First, due to the characteristics of the studies included, we were unable to perform analysis based on severity of infections or duration of hospitalizations. Although severity of infections is an important factor to consider, majority of the studies did not distinguish between the severity of infections. While our study conducted subgroup analysis between the severity of sepsis, the limited number of studies requires careful interpretation of the analysis. Second, duration of follow-up varied among studies. Our analysis showed that studies of longer follow-up duration reported greater risk of developing all-cause Dementia compared to studies of shorter duration. We acknowledge the potential limitation of using median follow-up duration as a surrogate for follow-up duration. However, median follow-up duration is commonly reported across all studies. Third, while the majority of the studies reported on all-cause Dementia, only 6 and 3 studies separately reported AD [10, 17, 19, 23, 26, 29] and Vascular Dementia [10, 26, 29] respectively. Therefore, the pooled HR for the subgroup analysis on AD and Vascular Dementia may be heavily influenced by individual studies. Fourth, 5 studies in our meta-analysis had overlapping databases (Beydoun et al. and Wang et al. from the UK Biobank database while Chalitsios et al., Morton et al. and Muzambi et al. utilized the Clinical Practice Research Datalink database).

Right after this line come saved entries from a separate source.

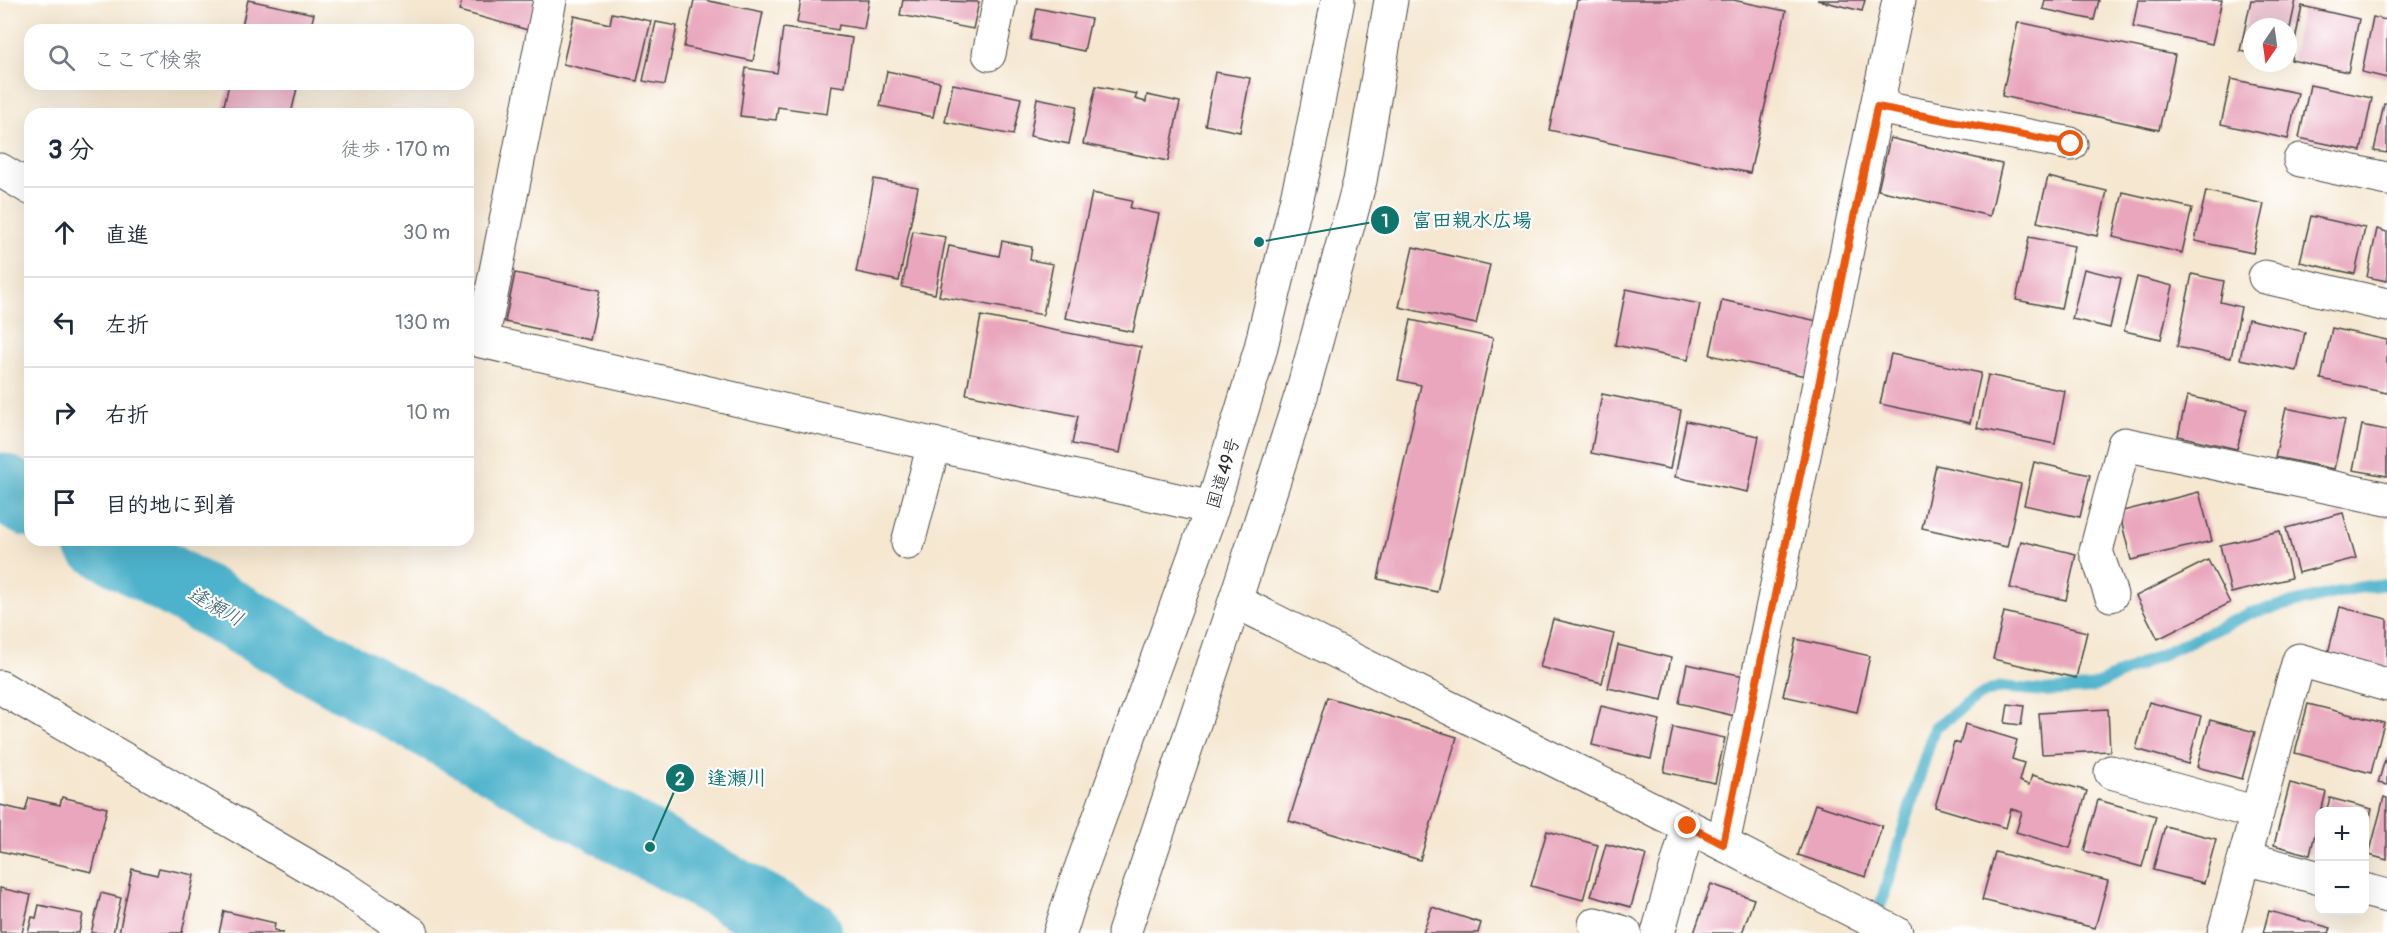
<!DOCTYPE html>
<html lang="ja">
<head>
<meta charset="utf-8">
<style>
	body { margin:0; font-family:Pangolin,"Klee One",sans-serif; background:#f2f2f3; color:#1f2937 }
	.controls { position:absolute; right:18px; bottom:18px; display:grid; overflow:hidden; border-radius:12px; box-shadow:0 6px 24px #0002 }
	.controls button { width:54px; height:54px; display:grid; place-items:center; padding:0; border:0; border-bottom:2px solid #e0e1e3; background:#fff; color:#1f2937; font:30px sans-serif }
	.compass { position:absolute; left:2243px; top:18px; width:54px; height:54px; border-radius:50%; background:#fff; box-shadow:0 6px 24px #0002; rotate:193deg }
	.stop { position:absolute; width:18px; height:18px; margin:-14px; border:4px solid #ea580c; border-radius:50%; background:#fff }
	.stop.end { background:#ea580c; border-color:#fff; box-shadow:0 2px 6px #0008 }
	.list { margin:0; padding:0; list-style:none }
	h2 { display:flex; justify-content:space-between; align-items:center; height:78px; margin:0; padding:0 24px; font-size:26px }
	h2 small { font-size:20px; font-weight:400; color:#747a83 }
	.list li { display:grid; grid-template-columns:39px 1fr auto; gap:18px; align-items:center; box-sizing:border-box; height:90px; padding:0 24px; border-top:2px solid #e0e1e3 }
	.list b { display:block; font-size:22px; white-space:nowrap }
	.list em { font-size:20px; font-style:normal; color:#747a83 }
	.icon { flex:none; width:33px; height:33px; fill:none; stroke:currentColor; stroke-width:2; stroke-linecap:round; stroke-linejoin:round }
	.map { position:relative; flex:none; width:2387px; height:933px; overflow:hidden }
	.search { position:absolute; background:#fff; box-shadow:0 6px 24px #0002; left:24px; top:24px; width:450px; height:66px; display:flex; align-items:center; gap:15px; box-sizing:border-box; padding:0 21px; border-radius:18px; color:#747a83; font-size:22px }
	.panel { position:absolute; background:#fff; box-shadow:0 6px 24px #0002; left:24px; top:108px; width:450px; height:438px; border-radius:18px }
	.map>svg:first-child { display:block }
</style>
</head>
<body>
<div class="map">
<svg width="2387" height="933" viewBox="0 0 2387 933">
	<rect width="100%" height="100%" fill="#fff"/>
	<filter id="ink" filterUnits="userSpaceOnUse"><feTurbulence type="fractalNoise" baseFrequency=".0167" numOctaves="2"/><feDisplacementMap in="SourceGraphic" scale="12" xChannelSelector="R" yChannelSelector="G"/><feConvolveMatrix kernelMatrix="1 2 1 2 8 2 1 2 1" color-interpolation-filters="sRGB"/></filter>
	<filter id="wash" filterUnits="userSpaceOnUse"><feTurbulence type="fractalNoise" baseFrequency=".008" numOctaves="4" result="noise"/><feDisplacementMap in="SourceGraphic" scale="24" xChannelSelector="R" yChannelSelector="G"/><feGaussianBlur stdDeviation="1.35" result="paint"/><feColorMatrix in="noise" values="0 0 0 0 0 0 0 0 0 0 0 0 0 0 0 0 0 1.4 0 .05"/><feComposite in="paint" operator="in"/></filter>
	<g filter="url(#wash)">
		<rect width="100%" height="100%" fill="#f5e7d0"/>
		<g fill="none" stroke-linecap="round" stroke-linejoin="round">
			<!-- stream -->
			<polyline stroke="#4db2cb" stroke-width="12" points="1876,920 1934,728 1980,695 2000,687 2044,691 2090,688 2250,613 2356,588 2387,584"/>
			<!-- river -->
			<g stroke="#4db2cb" stroke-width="69">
				<polyline points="0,487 30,503"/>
				<polyline points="97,540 808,933"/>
			</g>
		</g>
		<g id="blocks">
			<!-- building -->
			<g fill="#e9a6bd">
				<polygon points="248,0 314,14 310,30 241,30"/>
				<polygon points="462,0 536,0 528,30 459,11"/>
				<polygon points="694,0 704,0 763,12 753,61 684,47"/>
				<polygon points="801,0 869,0 864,29 839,25 838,30 797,23"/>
				<polygon points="903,0 979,2 973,29 900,15"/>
				<polygon points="1577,0 1733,0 1786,11 1750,173 1549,130"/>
				<polygon points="1817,0 1865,0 1862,11"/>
				<polygon points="2045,0 2099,0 2094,20 2043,9"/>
				<polygon points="2138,0 2222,0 2212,44 2133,27"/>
				<polygon points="2251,0 2296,0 2289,33 2288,27 2252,27 2252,53 2240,51"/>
				<polygon points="2302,6 2359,19 2348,72 2291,60"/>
				<polygon points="1037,8 1091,19 1084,51 1030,40"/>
				<polygon points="612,13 651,21 637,81 563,64 574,16 610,24"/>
				<polygon points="2373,17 2387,20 2387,78 2362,72"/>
				<polygon points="656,22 677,26 665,85 643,81"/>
				<polygon points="2018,22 2175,55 2159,130 2002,96"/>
				<polygon points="783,28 852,38 845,87 831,85 827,114 778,107 776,120 740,116 746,68 777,73"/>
				<polygon points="887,71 940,82 933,117 880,106"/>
				<polygon points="1215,72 1250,78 1240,132 1205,125"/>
				<polygon points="2231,79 2298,93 2288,139 2221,124"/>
				<polygon points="229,84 298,84 291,114 222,114"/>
				<polygon points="953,84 1021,98 1013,135 945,122"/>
				<polygon points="2310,85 2372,98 2361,151 2299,138"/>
				<polygon points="1096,86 1137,94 1135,99 1146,102 1147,95 1180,102 1168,161 1083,144"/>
				<polygon points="1037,98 1077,106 1069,144 1030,136"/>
				<polygon points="2384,104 2387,104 2387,153 2374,151"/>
				<polygon points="1890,138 2002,164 1990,216 1878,190"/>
				<polygon points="2048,177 2107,191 2097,236 2037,222"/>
				<polygon points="874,179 918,187 899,281 856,272"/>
				<polygon points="2206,191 2264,204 2253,253 2195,241"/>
				<polygon points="2123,192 2192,208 2182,253 2113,237"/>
				<polygon points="1092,193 1132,201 1130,208 1159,214 1133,332 1065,318"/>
				<polygon points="2311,216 2365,228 2355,274 2300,262"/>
				<polygon points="2377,229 2387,232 2387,281 2367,277"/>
				<polygon points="913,231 946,237 935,294 902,287"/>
				<polygon points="2029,237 2074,246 2061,309 2016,300"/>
				<polygon points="1002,241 1032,247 1030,260 1053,264 1043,315 939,296 949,246 999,256"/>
				<polygon points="1413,247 1490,265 1476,324 1399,307"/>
				<polygon points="2084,269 2121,278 2110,328 2072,319"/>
				<polygon points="515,273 600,290 590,340 505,322"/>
				<polygon points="2192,274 2224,281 2220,302 2241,307 2231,358 2177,347"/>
				<polygon points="2137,277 2173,286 2161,339 2124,331"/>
				<polygon points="1626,289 1700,304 1688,360 1615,345"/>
				<polygon points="1722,300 1822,322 1810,377 1710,355"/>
				<polygon points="981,316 1141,347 1120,453 1072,444 1078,416 966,394"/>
				<polygon points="2248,319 2305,332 2297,371 2240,359"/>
				<polygon points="1411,320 1493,338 1437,592 1378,579 1421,385 1398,380"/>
				<polygon points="2332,328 2387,340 2387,393 2321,379"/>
				<polygon points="1891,354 1981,373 1970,423 1880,404"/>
				<polygon points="1988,375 2065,391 2055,444 1977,428"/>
				<polygon points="1602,394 1681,410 1670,469 1591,453"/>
				<polygon points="2187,396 2247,409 2237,449 2178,436"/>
				<polygon points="2286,408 2345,420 2334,469 2275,457"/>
				<polygon points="1686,421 1759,436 1748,492 1675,477"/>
				<polygon points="2362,425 2387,430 2387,476 2353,470"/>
				<polygon points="2034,462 2090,475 2080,517 2024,505"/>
				<polygon points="1936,465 2021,484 2007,547 1922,528"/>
				<polygon points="2199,492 2212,541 2131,560 2119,512"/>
				<polygon points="2343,513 2356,558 2298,573 2286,528"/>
				<polygon points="2280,531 2291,578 2231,593 2220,545"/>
				<polygon points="2021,541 2076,554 2066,600 2010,588"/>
				<polygon points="2208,560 2230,603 2158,639 2136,596"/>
				<polygon points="2340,607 2387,619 2387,668 2328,653"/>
				<polygon points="2004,612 2087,632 2076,678 1993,659"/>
				<polygon points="1553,619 1614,634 1602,683 1540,667"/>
				<polygon points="1796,639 1870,656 1857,712 1783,696"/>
				<polygon points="1618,645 1671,658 1662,700 1608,688"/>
				<polygon points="1687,664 1744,676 1735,716 1679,703"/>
				<polygon points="1327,697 1457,737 1420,860 1289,821"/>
				<polygon points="2149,702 2201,716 2188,764 2136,749"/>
				<polygon points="2008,704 2024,706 2021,725 2005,723"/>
				<polygon points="2308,704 2384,723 2371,773 2295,753"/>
				<polygon points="1601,706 1660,720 1651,759 1592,745"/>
				<polygon points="2108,709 2110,751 2042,754 2039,713"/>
				<polygon points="2210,720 2255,732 2242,779 2197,767"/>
				<polygon points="1965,724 2017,740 2012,759 2024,763 2019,781 2029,785 2032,775 2087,791 2070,848 2016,832 2022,812 2011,809 2006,828 1935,807 1954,742 1960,744"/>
				<polygon points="1673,727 1725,738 1715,783 1664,772"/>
				<polygon points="2387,753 2387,785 2378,783"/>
				<polygon points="2290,783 2326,792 2321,812 2320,812 2310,855 2274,845"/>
				<polygon points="62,797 107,808 92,872 0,851 0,805 25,811 29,798 60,805"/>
				<polygon points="2384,797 2387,798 2387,860 2369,855"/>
				<polygon points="2330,798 2372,809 2365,836 2364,812 2326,812"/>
				<polygon points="2098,800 2156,816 2142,867 2084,851"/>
				<polygon points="1815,804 1882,826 1866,877 1798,855"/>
				<polygon points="2165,826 2216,839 2204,883 2153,870"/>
				<polygon points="1547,831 1598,845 1583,900 1531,886"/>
				<polygon points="1606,844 1646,855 1631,907 1591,896"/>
				<polygon points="1995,852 2108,881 2095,928 1982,900"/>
				<polygon points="159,868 194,875 182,933 119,933 132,869 157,875"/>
				<polygon points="1711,884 1754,899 1742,933 1694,933"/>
				<polygon points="0,888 31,895 22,933 0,932"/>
				<polygon points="101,893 121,898 113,933 91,933"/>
				<polygon points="39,905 83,914 79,933 28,933 32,917 36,918"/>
				<polygon points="1432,907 1481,923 1478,933 1423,933"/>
				<polygon points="224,911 275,923 274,930 284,933 219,933"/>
				<polygon points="2269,911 2331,928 2329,933 2263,933"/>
			</g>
		</g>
	</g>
	<g filter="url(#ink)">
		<use href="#blocks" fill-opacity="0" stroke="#494744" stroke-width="1.5"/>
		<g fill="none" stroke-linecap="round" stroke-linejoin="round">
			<defs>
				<g id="minor">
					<polyline points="989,54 1000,0"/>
					<polyline points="1877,107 2071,144"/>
					<polyline points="2300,160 2387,179"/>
					<polyline points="0,170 30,188"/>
					<polyline points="2265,277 2387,305"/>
					<polyline points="468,338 1212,508"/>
					<polyline points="482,341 550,0"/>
					<polyline points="908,543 934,444"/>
					<polyline points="2111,595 2096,551 2124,444 2387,499"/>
					<polyline points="1235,601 1723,844 1896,933"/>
					<polyline points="0,687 342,886 412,933"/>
					<polyline points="2111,772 2257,813"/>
					<polyline points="1723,844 1899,0"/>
					<polyline points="2245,858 2320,878"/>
					<polyline points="2364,890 2387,896"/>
					<polyline points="1595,924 1625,933"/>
					<polyline points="1658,933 1688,827"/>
					<polyline points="2224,933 2299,660 2387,685"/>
				</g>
				<g id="highway">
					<polyline points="1060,933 1075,885 1212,508 1260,351 1309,148 1338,0"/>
					<polyline points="1124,933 1235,601 1302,393 1360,181 1391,0"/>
				</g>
			</defs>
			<!-- minor casing -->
			<use href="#minor" stroke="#494744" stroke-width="35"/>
			<!-- highway casing -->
			<use href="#highway" stroke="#494744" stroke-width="35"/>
			<!-- minor -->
			<use href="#minor" stroke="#fff" stroke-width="33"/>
			<!-- highway -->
			<use href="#highway" stroke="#fff" stroke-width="33"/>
		</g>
	</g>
	<g fill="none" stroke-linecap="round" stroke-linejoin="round" filter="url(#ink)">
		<!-- route -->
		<polyline stroke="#ea580c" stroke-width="8" points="1688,826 1723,844 1877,107 2071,144"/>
	</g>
	<g text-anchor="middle" stroke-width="4.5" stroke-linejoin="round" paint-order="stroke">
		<!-- street labels -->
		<g font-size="18" fill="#2b2b2b" stroke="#fff">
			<text transform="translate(1223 473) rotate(-73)" y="6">国道49号</text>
		</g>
		<!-- water labels -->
		<g font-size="20" font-style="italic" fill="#39616b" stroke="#fff">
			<text transform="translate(216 606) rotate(29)" y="7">逢瀬川</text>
		</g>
	</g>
	<!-- callouts -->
	<path fill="none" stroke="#0f766e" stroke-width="2" d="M1259 242L1385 220M650 847L680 778"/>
	<g fill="#0f766e" stroke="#fff" stroke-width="2">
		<circle cx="1259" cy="242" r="6"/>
		<circle cx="650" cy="847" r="6"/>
		<circle cx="1385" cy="220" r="15"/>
		<circle cx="680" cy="778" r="15"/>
	</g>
	<g font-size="18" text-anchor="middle" font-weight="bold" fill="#fff">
		<text x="1385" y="227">1</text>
		<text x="680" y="785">2</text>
	</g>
	<g font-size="20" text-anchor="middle" font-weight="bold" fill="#0f766e" stroke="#fff" stroke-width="4.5" stroke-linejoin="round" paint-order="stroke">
		<text x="1472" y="227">富田親水広場</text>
		<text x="737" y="785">逢瀬川</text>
	</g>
</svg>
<div class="controls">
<button>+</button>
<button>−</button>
</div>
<svg class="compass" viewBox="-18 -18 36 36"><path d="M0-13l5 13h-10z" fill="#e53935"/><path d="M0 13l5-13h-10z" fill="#747a83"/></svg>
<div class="stop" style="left:2071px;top:144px"></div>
<div class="stop end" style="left:1688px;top:826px"></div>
<div class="search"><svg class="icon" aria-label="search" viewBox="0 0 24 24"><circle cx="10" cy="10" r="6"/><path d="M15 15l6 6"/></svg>ここで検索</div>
<section class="panel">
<h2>3 分<small>徒歩 · 170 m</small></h2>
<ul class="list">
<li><svg class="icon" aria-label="ahead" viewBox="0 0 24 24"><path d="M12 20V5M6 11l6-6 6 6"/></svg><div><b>直進</b></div><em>30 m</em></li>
<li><svg class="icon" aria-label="left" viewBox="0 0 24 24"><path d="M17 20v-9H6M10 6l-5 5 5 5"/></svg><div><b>左折</b></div><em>130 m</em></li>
<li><svg class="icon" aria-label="right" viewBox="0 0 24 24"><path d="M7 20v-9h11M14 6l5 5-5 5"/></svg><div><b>右折</b></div><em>10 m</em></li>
<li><svg class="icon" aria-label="arrive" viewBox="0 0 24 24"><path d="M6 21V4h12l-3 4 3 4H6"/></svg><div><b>目的地に到着</b></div></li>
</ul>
</section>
</div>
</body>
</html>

To ensure that there is no overlapping data, we included the study with the largest sample size in the respective analysis. Fifth, due to the scope of this paper, we did not include non-hospitalization related infections such as Herpes Simplex Virus, Human Immunodeficiency Virus infections that have been shown to be associated with AD [40, 41]. Sixth, our study excluded Covid-19 related studies as this was the focus of a meta-analysis recently [8]. The meta-analysis found that Covid-19 infections increase the risk of developing new-onset Dementia (HR = 1.49, 95% CI: 1.33–1.68). Last, as our study included adjusted HR from all studies, the variables used in each model are different. To account for the possibility of heterogeneity between studies, our study conducted sensitivity analysis to account for the heterogeneity.

Conclusions

Our meta-analysis involving 16 studies and 4,266,276 patients showed for the first time that hospitalization with infection increases the risk of all-cause Dementia, AD and Vascular Dementia. Among the infections, Sepsis carries the highest risk of developing all-cause Dementia, followed by Pneumonia, Urinary Tract Infections, Skin and Soft Tissue infections. Based on our findings, we suggest that early intervention and treatment for at risk hospitalized elderly patients with infections can potentially help to mitigate the risk of developing AD and Vascular Dementia.

Author Contributions

WYC and EKT were involved in the initial planning, study design and methodology of the study. WYC worked on the search strategy and performed all the analysis. JJDW and CKMC screened the articles, collected the data, and assessed the risk of bias. WYC and JJDW drafted the manuscript. CKMC, LLC and EKT performed critical revisions of the manuscript for intellectually important content. All authors provided critical conceptual input, interpreted the data analysis, read, and approved the final draft. WYC and EKT have accessed and verified the data. WYC and EKT were responsible for the decision to submit the manuscript.

Acknowledgments

We thank the National Medical Research Council.

Conflicts of Interest

The authors declare no conflicts of interest related to this study.

Funding

EKT (Grant Number: OF-LCG000207) and LLC (Clinician Scientist Award) are supported by the National Medical Research Council.